To go one step further, administrators have no means of monitoring the Mac computer’s activity. Therefore, they have no overview about which device accessed the network or what activity the device engaged in. There are no security updates and no audits. Thus, the VPN is not able to perform its designated function. One of the best ways to prevent this is to download Surfshark VPN for Mac (https://surfshark.com/download/macos). A VPN that is specially designed for a Mac computer can help users distinguish between channels and devices.

The VPN Client Connection is Rejected

The VPN client connection is rejected because users may incorrectly configure the routing and remote access. With the constant influx of network data, users may not be able to manage it daily to combine all the capabilities of the network management tools. Furthermore, they need extensive knowledge of how IPAM work with UDT to get the best results for the needs of the network. Not having working knowledge can cause an individual to commit several errors that lead to a wide range of problems.

A VPN provider such as Surfshark can verify that all services are operating correctly while pinging the VPN server according to the IP address of the user. Pinging the address can verify that the TCP/IP connectivity is connected and running smoothly. A VPN tech can also ping the server’s domain name (FQDN) instead of the IP address. If the ping fails but the IP address is working, then there may be other issues caused by the self-configuration. One of these issues may be linked to a DNS problem, because of the user’s inability to resolve the server’s name on the IP address. This is a common problem both with self-configuration and with trying to configure the VPN on a Mac.

Unauthorized Connections

The opposite of rejected connections is unauthorized connections. Although this problem doesn’t occur as much as rejected connection, it can allow hackers to get inside the network and intercept data in transit. It can also lead to other security issues such as gaining access to user information.
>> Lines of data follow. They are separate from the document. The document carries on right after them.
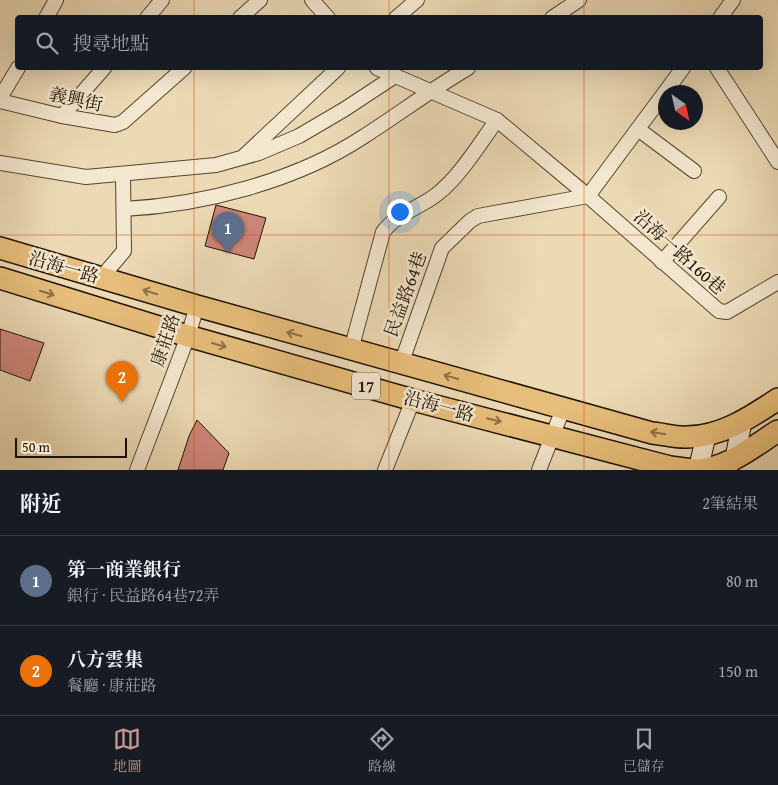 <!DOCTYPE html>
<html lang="zh-TW">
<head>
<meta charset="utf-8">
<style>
	body { margin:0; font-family:"Gentium Book Plus","Noto Serif TC",serif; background:#20242c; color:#f1f3f6 }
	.compass { position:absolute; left:658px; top:85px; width:45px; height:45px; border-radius:50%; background:#171b24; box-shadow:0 5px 20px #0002; rotate:146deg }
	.scale { position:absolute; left:15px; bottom:12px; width:112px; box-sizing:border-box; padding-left:5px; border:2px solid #211304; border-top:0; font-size:14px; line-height:18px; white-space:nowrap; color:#211304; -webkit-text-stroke:4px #f3e7cf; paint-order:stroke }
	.you { position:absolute; left:399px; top:211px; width:18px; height:18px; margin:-12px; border:4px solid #fff; border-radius:50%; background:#1a73e8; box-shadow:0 0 0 8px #1a73e833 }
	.badge { display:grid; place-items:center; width:32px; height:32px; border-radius:50%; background:#c59692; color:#fff; font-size:16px; font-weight:700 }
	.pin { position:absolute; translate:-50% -41px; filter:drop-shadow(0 1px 2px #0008) }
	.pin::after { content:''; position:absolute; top:26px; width:18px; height:15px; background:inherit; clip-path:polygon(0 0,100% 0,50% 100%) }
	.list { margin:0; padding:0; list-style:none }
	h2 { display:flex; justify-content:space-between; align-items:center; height:65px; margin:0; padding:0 20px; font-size:21px }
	h2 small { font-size:16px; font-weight:400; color:#9ea1a6 }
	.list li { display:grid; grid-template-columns:32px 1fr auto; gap:15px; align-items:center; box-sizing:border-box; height:90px; padding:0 20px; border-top:1px solid #363941 }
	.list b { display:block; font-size:19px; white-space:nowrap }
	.list p { margin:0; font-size:16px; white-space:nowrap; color:#9ea1a6 }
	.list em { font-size:16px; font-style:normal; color:#9ea1a6 }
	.icon { flex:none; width:28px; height:28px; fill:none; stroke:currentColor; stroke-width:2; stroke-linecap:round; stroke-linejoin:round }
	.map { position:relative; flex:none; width:778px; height:470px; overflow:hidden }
	.search { position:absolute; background:#171b24; box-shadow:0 5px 20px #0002; left:15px; right:15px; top:15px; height:55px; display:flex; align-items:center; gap:12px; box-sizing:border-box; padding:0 18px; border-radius:5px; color:#9ea1a6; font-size:19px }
	.sheet { height:245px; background:#171b24 }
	nav { display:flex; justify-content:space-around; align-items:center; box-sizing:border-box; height:70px; border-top:1px solid #363941; background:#171b24; font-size:14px; color:#9ea1a6 }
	nav a { display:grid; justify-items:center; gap:2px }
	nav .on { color:#c59692 }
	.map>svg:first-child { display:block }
	.building { fill:#ce867a; stroke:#211304 }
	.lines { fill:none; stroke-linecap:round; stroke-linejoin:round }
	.street-casing { stroke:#544530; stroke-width:16 }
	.secondary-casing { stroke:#211304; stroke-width:21 }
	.primary-casing { stroke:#211304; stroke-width:24 }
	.street { stroke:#f3e7cf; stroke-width:14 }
	.secondary { stroke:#f3e7cf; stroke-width:19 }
	.primary { stroke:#e6bd7a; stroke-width:21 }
	.oneway { stroke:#8d7045 }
	.grid { fill:none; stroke:#d4520b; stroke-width:1; stroke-opacity:0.55 }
	.labels { text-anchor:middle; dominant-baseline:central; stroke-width:5; stroke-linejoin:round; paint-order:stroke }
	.shield { fill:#f3e7cf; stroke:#605341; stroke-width:1 }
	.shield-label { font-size:16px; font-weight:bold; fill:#211304 }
	.street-label { font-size:18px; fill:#211304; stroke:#f3e7cf }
</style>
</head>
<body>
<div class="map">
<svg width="778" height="470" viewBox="0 0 778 470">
	<rect width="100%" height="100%" fill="#ecdab5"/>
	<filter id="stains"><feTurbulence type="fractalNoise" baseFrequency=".004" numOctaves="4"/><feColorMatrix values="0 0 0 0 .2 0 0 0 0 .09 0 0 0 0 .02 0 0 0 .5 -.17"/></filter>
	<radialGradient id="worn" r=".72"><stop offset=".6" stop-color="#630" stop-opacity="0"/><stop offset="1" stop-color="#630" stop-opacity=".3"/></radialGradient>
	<g class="building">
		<path d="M216,205l50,13 -12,41 -49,-13z"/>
		<path d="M0,329l44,14 -14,38 -30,-11z"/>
		<path d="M197,420l32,33 -6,17h-45l11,-34z"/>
	</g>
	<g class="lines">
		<g class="street-casing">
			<g id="street">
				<path d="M312,0l16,18"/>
				<path d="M46,18l10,-18"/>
				<path d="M147,18l15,-18"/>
				<path d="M240,18l20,-18"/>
				<path d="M396,18l21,-18"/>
				<path d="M552,18l27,-18"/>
				<path d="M720,18l13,-18"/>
				<path d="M377,68l120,52 91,76 131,115 8,1 51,-30"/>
				<path d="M717,68l61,94"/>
				<path d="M0,98l18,-30"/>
				<path d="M0,101l62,15 53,9 8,-3 61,-54"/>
				<path d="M62,116l42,-48"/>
				<path d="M638,129l56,42"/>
				<path d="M244,156l94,-88"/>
				<path d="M0,163l86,14 130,-12 43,-12 40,-17 46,-27 50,-33"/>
				<path d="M124,209c79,-4 172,-28 239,-72 36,-23 69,-48 105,-69"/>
				<path d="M662,262l57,-65"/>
				<path d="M101,278l23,-27 -1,-76"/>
				<path d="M351,350l32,-118c13,-18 36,-24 53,-37 23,-17 44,-52 61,-75"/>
				<path d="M401,364l41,-116 28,-27 8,-5 110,-20 95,-128"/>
				<path d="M137,470l51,-134 9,-30"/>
				<path d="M385,470l28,-70"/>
				<path d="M539,470l24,-61"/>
			</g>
		</g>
		<g class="secondary-casing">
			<g id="secondary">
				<path d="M728,465l7,-7 7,-36"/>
				<path d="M698,470l8,-34"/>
			</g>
		</g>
		<g class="primary-casing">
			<g id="primary">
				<path d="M0,248l197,58 455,127c12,1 24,5 35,4 34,0 64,-20 91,-38"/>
				<path d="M0,278l188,58 225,64 257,67c9,1 18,3 27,3 30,-1 57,-24 81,-39"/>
			</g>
		</g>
		<use href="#street" class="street"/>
		<use href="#secondary" class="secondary"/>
		<use href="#primary" class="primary"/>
	</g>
	<defs><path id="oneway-shaft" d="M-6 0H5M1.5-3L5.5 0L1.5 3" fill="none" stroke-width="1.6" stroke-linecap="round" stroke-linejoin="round" transform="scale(1.25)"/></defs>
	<g class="oneway">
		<use href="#oneway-shaft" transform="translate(150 292) rotate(-163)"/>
		<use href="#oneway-shaft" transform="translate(47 293) rotate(17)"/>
		<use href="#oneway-shaft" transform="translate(294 334) rotate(-164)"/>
		<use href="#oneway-shaft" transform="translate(219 345) rotate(16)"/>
		<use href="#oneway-shaft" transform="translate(451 377) rotate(-165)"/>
		<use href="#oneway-shaft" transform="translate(494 420) rotate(14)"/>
		<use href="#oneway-shaft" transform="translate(658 433) rotate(-171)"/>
	</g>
	<path class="grid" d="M194,0v18M389,0v18M584,0v18M194,68v402M389,68v402M584,68v402M0,235h778"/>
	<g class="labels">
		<rect class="shield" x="352" y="372.5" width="28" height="27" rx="4"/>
		<g class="shield-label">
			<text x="366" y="386">17</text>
		</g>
		<g class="street-label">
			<text transform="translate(76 99) rotate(12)">義興街</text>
			<text transform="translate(680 252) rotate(42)">沿海一路160巷</text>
			<text transform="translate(64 267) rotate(16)">沿海一路</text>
			<text transform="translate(405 294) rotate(-70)">民益路64巷</text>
			<text transform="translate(165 340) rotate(-71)">康莊路</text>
			<text transform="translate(439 406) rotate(15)">沿海一路</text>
		</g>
	</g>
	<rect width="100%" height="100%" filter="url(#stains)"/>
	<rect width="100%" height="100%" fill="url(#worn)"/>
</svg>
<svg class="compass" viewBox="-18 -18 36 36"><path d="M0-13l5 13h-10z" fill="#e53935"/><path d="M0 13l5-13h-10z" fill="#9ea1a6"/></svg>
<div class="scale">50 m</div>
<div class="you"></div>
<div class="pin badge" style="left:228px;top:253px;background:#5c6f8a">1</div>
<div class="pin badge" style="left:122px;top:402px;background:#e8710a">2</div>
<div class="search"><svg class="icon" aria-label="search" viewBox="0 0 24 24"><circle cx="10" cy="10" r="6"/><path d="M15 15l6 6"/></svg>搜尋地點</div>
</div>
<section class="sheet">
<h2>附近<small>2筆結果</small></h2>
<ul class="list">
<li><span class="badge" style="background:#5c6f8a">1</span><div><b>第一商業銀行</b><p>銀行 · 民益路64巷72弄</p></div><em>80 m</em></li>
<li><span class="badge" style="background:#e8710a">2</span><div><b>八方雲集</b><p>餐廳 · 康莊路</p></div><em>150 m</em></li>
</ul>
</section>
<nav>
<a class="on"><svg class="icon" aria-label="map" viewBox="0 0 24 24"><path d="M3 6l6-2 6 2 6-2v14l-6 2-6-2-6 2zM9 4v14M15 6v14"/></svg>地圖</a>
<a><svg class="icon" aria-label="directions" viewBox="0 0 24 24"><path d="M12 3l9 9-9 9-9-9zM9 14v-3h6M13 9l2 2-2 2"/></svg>路線</a>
<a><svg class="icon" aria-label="saved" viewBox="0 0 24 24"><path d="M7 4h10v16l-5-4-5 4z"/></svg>已儲存</a>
</nav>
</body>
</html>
The Active Directory Users and Computers dial-in tab gives users an option to control all access including remote access from other networks. This option is what ultimately allows the VPN to connect to the network.
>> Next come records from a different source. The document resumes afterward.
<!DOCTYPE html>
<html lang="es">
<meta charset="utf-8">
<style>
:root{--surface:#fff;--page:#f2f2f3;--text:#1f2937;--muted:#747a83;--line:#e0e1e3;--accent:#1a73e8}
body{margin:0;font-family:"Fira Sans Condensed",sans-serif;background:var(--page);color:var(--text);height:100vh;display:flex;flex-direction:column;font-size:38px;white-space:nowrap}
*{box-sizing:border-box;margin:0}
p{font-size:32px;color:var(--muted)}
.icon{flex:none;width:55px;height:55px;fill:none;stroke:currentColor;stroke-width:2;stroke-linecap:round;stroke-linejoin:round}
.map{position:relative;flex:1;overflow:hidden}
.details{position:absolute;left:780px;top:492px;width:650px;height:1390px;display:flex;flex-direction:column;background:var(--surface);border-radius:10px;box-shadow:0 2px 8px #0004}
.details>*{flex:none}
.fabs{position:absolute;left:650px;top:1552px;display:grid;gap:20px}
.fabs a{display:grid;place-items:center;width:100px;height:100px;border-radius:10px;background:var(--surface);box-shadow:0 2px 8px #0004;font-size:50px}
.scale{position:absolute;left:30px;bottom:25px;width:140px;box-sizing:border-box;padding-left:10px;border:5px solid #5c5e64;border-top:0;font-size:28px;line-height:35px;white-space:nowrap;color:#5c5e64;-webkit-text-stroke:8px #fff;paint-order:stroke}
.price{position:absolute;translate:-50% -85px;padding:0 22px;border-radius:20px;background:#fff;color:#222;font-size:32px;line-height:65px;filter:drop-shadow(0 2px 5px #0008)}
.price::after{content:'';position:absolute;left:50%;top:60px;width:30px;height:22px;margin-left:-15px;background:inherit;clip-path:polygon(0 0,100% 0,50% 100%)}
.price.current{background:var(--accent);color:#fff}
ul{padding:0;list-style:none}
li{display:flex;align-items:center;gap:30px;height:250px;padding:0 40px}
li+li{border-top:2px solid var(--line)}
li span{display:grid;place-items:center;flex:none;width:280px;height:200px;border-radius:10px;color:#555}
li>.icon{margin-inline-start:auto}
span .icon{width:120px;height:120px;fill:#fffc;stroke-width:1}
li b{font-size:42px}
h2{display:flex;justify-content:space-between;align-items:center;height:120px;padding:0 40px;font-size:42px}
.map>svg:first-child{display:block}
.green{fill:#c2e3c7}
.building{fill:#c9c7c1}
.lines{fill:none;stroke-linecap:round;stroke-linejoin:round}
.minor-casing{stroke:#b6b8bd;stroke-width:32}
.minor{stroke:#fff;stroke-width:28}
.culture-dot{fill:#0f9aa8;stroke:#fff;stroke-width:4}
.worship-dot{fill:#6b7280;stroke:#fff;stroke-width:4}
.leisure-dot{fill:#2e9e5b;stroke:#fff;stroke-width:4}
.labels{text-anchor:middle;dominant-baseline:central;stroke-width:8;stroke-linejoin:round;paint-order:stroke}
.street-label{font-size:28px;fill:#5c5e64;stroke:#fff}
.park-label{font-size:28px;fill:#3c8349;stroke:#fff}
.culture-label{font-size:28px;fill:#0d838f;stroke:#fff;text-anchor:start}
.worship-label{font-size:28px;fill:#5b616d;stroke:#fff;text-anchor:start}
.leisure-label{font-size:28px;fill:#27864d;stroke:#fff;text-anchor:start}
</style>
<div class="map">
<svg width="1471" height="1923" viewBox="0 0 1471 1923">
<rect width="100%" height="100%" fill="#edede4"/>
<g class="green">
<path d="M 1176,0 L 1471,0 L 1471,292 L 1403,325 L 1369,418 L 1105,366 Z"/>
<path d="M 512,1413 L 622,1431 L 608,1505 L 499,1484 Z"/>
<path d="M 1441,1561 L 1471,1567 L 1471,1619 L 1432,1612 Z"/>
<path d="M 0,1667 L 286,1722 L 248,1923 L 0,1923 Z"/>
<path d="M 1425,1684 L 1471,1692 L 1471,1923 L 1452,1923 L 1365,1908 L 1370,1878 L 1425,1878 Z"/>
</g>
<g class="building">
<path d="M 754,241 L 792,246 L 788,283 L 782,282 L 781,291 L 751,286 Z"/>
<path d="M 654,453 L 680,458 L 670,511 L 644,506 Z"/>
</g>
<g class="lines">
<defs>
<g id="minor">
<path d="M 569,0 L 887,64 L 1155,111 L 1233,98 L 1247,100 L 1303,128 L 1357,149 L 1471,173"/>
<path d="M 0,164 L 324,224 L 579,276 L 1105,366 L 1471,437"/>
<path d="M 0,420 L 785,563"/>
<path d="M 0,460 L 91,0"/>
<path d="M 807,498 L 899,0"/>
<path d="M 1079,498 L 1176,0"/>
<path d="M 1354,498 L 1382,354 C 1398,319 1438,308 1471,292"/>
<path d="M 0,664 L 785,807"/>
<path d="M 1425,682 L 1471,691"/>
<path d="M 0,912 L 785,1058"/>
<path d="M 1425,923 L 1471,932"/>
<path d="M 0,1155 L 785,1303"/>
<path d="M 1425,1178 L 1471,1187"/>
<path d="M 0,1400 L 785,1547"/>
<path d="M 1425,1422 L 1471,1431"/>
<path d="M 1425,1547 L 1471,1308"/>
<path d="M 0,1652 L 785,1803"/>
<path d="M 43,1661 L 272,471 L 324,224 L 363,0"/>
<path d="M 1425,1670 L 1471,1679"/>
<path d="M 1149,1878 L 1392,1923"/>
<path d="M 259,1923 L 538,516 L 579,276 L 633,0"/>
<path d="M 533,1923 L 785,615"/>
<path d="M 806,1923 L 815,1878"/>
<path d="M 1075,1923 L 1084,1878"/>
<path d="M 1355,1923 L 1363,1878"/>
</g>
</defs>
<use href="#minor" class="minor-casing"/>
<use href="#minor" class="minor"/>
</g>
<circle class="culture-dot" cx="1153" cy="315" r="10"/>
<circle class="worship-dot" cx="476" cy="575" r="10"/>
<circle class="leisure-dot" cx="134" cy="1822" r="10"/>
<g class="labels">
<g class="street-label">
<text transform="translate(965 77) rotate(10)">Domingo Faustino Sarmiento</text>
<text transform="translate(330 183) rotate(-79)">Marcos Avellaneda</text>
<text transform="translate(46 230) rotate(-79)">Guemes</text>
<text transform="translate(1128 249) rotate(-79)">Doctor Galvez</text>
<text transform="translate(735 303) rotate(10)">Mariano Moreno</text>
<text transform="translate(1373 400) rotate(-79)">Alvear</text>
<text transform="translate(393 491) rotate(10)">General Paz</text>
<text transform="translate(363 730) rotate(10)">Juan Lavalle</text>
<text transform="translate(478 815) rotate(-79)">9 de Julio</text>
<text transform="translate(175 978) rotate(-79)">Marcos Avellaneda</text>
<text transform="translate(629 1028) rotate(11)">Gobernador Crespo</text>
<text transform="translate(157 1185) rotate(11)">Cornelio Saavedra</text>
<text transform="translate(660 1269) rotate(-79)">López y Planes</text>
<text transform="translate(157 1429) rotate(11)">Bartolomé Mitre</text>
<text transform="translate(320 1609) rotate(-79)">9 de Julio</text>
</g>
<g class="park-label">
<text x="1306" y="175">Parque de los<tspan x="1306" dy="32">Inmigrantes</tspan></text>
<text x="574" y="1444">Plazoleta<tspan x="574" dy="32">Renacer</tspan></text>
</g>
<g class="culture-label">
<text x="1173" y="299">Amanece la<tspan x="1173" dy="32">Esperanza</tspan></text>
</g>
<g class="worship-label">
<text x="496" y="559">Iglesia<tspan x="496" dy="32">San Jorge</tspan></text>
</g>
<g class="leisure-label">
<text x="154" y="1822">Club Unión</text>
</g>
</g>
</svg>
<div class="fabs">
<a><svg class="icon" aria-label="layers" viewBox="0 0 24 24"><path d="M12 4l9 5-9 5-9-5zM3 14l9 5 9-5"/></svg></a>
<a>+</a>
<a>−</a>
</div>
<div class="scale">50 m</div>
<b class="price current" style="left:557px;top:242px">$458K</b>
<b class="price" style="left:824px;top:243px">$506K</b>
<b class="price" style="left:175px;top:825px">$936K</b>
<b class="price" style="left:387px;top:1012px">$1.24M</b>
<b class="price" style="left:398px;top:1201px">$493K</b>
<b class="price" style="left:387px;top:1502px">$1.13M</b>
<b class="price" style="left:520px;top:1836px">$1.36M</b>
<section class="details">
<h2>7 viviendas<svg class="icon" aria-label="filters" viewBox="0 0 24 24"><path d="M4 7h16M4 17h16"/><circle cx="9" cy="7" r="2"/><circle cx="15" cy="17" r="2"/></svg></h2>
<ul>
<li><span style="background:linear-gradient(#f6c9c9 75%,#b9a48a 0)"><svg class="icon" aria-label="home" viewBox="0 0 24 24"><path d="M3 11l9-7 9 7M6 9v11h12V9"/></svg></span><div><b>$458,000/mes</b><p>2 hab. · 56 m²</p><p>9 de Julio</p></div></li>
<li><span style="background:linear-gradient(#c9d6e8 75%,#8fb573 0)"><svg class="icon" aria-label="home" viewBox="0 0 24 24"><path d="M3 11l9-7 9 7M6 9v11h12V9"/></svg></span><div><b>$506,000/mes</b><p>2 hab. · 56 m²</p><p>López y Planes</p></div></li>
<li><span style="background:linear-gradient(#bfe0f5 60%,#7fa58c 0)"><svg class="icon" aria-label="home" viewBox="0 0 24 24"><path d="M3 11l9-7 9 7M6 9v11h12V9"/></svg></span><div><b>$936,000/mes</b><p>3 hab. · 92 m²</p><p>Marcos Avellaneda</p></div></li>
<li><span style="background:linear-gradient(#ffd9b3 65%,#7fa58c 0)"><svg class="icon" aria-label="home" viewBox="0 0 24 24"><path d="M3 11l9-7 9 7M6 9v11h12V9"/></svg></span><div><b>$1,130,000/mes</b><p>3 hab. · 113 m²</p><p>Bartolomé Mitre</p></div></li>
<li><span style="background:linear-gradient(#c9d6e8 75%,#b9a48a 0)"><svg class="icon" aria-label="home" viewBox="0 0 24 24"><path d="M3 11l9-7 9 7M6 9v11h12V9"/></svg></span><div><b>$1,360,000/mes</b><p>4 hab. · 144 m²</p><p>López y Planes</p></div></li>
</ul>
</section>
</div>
However, if not configured correctly, this option will also allow remote access from unauthorized users. These problems regularly exist on Mac computers through the Active Directory Users and Computers console. Therefore, when a user connects to a network via a Mac computer, they have access to the entire network. An experience VPN provider can both control and monitor this activity so that these problems do not occur.

Inability to Get Beyond the Server to Access Locations

Another common Mac-related VPN problem is that an authorized user established a successful connection but cannot access any destination beyond the VPN. The most logical explanation is that the user was not granted access to certain areas of the network or the entire network.

Another explanation is that the user doesn’t understand the VPN settings or that they are not compatible with the Mac due to routing issues. If a user is dialing directly to the VPN server, they may be unable to configure a static route between the computer and the server. While Windows-based networks rarely experience this problem, they can frequently happen on a Mac.

If a user is using a DHCP server to assign IP addresses to the clients, there are a couple of other problems that could cause users to get past the VPN. The first problem is having a duplicate IP address. The VPN provider can detect the duplicate, but a user that is trying to self-configure the VPN on a Mac may not be able to detect it. The DHCP server may also be unable to assign an IP address on the computer.

The best way to solve these problems is to use a VPN provider that can establish regulations and settings to prevent users from logging on to a network. A VPN provider such as Surfshark can help Mac users configure a VPN to establish a secure connection without any problems.